New phone fad hits market

  • 2002-05-16
  • Paal Aarsaether
AFP HELSINKI

As sales of mobile phones dwindle across Europe, Nokia and other struggling telecom groups are pinning their hopes for a recovery on new technology now hitting the market featuring high-speed wireless Internet connections and multimedia messaging services incorporating sound and photos.

The newest fad in mobile phones, called General Radio Packet Services, is intended to bridge the gap between the current generation of GSM mobile phone services and the next generation, called third generation or 3G.

"This year will see the arrival of a number of new exciting products and services," Nokia chief executive Jorma Ollila said as he presented Nokia's annual earnings report in January, holding up GPRS handsets with radios, digital cameras and music players.

All of the big mobile phone makers - Sony-Ericsson, Siemens, Motorola and Nokia - have already launched their first GPRS phones on the market, though more affordable handsets with additional features are expected this autumn.

But whether the new technology will be the success Ollila and the rest of the telecom sector hope for remains to be seen.

On Nokia's home turf, many tech-savvy Finns remain skeptical.

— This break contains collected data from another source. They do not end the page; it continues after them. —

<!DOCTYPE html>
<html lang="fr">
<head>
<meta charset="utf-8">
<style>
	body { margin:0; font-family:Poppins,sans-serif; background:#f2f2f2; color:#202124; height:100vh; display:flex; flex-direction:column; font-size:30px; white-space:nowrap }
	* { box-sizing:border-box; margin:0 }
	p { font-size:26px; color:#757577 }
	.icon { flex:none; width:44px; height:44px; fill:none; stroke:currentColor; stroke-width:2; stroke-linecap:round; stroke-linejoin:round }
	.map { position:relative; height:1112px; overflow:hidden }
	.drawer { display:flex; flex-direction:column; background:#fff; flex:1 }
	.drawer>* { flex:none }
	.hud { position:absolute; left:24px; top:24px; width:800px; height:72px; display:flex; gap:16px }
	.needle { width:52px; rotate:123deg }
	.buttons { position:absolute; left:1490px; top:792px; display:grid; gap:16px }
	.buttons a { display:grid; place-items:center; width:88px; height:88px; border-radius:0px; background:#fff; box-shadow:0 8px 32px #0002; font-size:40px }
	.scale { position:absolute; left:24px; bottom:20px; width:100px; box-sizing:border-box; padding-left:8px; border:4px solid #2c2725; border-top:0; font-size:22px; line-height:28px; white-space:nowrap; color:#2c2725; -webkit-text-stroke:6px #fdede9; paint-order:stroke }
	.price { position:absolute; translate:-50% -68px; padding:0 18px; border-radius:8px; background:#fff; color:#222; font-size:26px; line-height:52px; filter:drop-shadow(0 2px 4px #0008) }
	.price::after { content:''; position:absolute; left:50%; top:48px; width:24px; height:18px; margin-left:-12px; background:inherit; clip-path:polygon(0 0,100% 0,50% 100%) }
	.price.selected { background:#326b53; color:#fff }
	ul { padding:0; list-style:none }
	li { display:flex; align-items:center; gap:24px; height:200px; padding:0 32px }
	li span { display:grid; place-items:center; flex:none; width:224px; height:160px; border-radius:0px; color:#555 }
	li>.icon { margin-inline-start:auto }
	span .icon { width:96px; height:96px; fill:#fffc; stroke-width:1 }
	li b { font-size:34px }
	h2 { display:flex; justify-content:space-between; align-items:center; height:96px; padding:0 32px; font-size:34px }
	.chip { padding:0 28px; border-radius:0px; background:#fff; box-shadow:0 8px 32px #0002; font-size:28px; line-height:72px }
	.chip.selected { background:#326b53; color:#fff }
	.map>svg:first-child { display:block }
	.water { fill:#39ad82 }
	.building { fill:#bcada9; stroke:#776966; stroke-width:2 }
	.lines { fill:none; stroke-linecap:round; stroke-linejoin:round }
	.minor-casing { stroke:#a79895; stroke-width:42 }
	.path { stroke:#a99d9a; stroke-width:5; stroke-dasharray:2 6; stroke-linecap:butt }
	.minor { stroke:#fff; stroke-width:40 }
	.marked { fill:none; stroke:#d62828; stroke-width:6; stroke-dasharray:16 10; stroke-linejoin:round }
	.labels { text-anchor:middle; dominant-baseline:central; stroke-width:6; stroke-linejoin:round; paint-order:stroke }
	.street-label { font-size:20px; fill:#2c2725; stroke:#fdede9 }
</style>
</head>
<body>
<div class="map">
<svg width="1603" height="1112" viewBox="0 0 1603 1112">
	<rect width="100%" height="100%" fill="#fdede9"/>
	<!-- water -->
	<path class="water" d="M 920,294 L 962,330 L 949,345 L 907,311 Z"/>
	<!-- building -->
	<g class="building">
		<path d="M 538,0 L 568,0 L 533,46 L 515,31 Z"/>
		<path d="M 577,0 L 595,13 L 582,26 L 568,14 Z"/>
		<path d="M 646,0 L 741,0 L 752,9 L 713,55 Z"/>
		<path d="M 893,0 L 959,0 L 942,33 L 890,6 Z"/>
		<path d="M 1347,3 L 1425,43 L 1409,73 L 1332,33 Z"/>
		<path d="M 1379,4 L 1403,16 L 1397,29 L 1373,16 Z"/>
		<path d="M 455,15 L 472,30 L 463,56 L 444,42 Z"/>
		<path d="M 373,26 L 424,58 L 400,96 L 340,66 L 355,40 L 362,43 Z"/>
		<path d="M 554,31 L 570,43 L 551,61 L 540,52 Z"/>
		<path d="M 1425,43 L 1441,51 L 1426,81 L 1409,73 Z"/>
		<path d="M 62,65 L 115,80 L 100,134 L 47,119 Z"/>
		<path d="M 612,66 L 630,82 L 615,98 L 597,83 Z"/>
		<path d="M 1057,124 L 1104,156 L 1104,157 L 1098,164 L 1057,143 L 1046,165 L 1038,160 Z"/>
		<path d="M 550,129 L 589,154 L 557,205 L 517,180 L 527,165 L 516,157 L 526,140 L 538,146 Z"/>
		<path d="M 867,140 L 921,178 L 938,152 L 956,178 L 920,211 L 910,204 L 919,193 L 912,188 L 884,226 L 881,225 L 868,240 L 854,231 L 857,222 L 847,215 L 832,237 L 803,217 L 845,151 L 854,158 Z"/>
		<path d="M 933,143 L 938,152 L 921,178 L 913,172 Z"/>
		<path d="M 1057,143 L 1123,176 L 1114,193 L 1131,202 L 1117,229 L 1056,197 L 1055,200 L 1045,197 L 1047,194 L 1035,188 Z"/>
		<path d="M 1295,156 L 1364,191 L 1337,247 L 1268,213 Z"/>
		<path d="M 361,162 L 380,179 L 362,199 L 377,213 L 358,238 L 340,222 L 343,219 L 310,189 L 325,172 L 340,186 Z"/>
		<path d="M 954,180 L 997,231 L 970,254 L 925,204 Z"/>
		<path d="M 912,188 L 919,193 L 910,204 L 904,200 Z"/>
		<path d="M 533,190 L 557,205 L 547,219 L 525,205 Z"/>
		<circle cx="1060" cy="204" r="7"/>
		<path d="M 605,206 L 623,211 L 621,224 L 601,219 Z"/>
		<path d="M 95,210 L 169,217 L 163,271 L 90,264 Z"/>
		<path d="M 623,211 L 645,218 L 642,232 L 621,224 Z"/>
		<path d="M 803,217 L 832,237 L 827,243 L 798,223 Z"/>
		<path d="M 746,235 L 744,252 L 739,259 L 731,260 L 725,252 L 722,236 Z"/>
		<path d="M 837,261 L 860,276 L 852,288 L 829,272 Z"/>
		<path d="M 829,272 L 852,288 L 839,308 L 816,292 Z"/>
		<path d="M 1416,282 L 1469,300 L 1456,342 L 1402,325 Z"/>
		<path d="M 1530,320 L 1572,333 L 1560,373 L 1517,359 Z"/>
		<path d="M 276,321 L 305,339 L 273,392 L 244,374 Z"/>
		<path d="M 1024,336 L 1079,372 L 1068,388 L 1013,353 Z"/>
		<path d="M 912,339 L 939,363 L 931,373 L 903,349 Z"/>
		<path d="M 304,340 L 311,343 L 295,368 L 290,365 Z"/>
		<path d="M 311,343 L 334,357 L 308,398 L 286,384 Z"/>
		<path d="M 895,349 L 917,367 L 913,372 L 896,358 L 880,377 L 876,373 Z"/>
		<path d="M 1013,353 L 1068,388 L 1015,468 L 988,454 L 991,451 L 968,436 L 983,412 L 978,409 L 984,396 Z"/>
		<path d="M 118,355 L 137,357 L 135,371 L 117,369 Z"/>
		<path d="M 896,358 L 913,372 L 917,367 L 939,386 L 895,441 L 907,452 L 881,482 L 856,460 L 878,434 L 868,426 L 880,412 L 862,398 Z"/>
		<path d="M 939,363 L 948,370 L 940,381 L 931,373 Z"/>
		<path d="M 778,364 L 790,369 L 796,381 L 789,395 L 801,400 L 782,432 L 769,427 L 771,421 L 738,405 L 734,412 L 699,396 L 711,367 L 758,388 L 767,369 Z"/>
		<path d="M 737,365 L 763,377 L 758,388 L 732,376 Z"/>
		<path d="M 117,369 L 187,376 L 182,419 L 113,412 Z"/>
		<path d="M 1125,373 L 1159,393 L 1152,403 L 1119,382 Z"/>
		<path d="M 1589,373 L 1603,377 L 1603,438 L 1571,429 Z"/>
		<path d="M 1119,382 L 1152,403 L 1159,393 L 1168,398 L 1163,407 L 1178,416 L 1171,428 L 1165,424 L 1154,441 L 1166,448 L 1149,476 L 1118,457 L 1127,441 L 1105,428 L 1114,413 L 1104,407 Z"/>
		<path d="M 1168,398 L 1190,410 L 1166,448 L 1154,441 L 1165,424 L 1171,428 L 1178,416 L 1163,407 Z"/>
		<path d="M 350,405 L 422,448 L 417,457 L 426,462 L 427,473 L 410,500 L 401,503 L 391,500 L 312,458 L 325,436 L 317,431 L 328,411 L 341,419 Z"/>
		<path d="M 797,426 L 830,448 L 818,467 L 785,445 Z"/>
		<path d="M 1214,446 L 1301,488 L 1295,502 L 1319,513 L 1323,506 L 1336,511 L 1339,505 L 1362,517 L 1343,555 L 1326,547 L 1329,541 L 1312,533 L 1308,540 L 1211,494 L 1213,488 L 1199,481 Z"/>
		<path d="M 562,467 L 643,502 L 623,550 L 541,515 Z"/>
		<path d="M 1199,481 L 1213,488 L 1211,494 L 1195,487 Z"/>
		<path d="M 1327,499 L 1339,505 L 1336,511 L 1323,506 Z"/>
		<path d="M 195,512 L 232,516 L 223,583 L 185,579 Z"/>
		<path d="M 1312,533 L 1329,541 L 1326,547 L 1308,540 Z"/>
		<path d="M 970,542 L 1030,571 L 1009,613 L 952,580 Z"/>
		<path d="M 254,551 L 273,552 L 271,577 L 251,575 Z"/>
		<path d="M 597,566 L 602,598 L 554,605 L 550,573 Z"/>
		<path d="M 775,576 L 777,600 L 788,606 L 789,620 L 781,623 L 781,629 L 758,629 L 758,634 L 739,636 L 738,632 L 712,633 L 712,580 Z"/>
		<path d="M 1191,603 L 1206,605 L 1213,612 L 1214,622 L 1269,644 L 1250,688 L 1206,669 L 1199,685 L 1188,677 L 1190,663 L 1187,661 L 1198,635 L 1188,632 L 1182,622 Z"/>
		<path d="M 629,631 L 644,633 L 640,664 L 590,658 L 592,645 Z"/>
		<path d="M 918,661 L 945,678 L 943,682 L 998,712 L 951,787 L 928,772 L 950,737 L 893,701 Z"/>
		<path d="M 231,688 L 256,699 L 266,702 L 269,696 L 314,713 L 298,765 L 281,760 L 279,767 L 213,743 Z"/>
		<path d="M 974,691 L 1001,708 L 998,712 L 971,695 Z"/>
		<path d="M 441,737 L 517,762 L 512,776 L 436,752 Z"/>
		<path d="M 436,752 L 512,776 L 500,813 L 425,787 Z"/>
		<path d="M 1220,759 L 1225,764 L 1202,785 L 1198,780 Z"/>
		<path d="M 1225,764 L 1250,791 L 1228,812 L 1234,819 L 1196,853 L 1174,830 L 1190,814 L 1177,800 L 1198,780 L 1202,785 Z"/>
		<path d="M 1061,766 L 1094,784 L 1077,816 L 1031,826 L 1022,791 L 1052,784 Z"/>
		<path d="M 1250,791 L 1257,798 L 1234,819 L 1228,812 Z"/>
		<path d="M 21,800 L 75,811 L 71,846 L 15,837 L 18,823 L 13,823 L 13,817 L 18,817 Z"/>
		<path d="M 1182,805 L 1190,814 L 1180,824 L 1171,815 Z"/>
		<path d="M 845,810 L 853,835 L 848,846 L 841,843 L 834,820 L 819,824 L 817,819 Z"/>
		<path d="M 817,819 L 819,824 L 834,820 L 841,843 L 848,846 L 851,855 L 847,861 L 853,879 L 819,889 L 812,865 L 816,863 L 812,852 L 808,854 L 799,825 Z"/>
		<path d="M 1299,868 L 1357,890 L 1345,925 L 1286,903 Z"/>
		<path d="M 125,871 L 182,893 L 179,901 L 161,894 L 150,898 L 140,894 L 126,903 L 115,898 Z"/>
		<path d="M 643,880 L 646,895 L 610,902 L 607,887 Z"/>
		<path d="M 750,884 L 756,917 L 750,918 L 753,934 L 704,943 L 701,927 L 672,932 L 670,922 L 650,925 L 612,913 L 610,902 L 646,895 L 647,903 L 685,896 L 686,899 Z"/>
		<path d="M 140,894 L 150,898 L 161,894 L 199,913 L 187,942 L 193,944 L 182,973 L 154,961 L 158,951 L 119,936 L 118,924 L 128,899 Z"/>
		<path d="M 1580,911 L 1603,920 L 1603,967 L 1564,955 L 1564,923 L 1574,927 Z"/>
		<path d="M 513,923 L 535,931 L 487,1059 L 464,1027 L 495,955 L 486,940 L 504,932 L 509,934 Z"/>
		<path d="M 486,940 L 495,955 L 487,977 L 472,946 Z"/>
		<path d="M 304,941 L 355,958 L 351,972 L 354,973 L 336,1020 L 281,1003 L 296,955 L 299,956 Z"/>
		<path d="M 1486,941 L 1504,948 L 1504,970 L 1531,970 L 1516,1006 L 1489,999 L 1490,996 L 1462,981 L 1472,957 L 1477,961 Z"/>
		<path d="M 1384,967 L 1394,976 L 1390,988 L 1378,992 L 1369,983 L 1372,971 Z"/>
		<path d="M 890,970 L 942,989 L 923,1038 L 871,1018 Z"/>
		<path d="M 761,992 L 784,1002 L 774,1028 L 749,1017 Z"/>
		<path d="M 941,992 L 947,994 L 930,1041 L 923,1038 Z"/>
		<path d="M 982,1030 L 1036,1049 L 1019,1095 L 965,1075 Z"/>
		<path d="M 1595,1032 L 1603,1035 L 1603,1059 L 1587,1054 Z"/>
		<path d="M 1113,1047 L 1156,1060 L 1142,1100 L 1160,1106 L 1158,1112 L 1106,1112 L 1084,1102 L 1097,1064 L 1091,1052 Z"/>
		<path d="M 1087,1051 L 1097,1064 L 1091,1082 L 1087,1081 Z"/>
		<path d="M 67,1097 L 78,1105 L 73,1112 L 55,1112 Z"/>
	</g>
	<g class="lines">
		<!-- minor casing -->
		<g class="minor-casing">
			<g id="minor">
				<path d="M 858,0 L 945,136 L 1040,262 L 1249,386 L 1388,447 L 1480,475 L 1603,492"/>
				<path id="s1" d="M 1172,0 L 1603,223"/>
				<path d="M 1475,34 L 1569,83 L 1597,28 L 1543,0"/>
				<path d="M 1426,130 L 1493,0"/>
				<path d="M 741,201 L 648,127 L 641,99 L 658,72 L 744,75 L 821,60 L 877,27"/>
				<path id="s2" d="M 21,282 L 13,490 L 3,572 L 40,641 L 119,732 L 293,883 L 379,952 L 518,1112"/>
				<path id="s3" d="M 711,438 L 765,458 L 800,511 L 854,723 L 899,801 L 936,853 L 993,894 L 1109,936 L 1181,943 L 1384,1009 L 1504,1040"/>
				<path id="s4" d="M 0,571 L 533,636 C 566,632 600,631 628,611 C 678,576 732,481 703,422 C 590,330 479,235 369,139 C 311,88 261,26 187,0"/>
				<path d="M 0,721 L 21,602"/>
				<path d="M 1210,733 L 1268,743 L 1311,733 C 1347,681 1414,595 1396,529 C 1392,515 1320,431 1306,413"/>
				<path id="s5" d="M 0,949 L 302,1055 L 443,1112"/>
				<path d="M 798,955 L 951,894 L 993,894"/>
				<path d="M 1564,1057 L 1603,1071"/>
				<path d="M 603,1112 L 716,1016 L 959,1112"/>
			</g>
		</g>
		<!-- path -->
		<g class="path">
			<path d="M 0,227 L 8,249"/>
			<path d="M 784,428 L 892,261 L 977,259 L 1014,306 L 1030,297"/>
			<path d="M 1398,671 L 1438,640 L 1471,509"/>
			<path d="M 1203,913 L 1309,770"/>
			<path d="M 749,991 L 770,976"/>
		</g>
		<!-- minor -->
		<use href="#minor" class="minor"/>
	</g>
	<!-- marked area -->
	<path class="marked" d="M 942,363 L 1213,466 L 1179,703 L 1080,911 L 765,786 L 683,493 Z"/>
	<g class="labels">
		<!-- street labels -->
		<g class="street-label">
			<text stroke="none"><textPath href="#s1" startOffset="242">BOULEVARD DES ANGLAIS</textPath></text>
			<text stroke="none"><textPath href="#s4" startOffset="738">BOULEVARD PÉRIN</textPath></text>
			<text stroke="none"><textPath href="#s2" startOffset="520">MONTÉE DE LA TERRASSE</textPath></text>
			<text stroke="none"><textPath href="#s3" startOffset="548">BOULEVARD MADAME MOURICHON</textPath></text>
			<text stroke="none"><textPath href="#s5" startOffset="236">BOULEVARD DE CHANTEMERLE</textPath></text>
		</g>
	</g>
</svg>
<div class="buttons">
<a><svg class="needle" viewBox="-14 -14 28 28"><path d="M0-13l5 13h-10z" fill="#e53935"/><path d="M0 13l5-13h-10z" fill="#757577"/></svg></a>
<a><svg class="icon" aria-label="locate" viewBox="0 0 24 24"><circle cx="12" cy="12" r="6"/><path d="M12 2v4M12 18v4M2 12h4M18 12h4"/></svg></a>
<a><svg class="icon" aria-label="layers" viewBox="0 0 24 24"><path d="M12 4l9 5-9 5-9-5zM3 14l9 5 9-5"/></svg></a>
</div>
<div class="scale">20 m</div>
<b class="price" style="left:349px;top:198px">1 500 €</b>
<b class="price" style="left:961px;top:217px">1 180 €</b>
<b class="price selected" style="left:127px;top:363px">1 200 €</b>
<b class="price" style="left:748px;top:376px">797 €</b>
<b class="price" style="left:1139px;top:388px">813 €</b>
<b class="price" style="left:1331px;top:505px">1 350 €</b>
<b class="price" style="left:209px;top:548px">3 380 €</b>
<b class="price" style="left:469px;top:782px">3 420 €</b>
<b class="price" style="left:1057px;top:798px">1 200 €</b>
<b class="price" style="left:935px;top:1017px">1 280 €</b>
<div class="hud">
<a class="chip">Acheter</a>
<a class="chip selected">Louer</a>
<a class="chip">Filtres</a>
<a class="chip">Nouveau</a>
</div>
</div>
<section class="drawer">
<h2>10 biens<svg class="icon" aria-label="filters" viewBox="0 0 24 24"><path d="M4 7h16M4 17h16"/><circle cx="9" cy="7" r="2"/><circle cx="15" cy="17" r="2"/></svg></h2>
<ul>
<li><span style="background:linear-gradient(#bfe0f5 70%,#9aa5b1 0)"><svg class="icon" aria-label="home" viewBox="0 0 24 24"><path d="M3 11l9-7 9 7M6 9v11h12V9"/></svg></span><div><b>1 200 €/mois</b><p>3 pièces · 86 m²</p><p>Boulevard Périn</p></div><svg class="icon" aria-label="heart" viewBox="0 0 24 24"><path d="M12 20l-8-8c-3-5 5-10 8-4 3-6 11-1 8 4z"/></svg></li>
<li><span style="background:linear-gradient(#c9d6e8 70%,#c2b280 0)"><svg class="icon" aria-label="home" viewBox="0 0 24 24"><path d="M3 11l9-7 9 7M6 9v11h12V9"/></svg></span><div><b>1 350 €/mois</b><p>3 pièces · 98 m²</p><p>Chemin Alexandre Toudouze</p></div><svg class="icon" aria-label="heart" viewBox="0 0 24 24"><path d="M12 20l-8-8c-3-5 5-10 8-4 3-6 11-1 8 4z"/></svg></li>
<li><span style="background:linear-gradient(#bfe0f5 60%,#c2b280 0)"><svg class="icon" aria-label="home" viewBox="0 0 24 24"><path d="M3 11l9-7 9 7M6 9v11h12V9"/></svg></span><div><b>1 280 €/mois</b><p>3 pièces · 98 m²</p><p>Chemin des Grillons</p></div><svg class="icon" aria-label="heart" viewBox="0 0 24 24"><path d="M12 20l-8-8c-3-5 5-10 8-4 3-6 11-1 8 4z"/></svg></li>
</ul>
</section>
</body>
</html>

"GPRS will be a flop, just like WAP (Wireless Application Protocol)," said a senior Finnish government official who asked to remain anonymous but who carries no less than two Nokia handsets on him at any given time.

"We won't bother with it, we'll go straight to 3G instead," he added.

The third generation was initially meant to have been launched in Europe by now, but it has been repeatedly delayed and is now forecast to hit the market sometime in 2004 or 2005.

With the launch as elusive as ever, many think GPRS will meet many of 3G's expectations.

While 3G's super-fast wireless Internet connection allows users to watch live video, GPRS, which builds on WAP technology, offers mobile Internet, e-mail and multimedia messaging or MMS, incorporating sound and still images.

"With services like mobile e-mail and Internet surfing, whenever and wherever you are, you can really do an ad-hoc organization of your day, you can basically there and then make the decision how to proceed and who to contact," said Raimo Kantola, a telecommunications professor at the Helsinki University of Technology.

GPRS also offers a theoretical data transmission rate of up to 172 kilobytes per second, almost 20 times faster than current GSM phones, but in practice it will be closer to 30 to 50 kilobytes per second, said Karri Rinta, telecom analyst with Evli Bank.

For operators, adapting their networks from GSM to GPRS consists basically of a software upgrade, which represents a minimal investment that allows increased traffic on their GSM networks and the possibility of huge profit margins on new services.

Since GSM networks are already congested, GPRS will also finance the rollout of 3G networks, which are compatible with GPRS and GSM standards.

In Japan, services similar to GPRS have been all the rage, with 4 million subscribers over the past 18 months hooking up with operator J-Phone's handsets with photo messaging, featuring embedded low-resolution cameras.

Even more impressive has been the success of rival DoCoMo's popular i-mode standard for mobile Internet, ringing up 31.3 million subscribers in three years.

Those numbers are music to the ears of Ollila, who will soon launch Nokia's first handset with a large color screen and built-in camera, enabling users to surf the Internet and send and receive MMS.

The Finnish Association of Electronic Wholesalers expects these services to be so popular that it has forecast that 80 percent of the mobile phones sold in Finland by the end of the year will be GPRS handsets.

However, whether it will be such a success remains to be seen, according to Kantola.

"Nobody can know beforehand if it will be a flop or not," he said.

"The bottom line is that GPRS is a good service, and a worthwhile addition to GSM."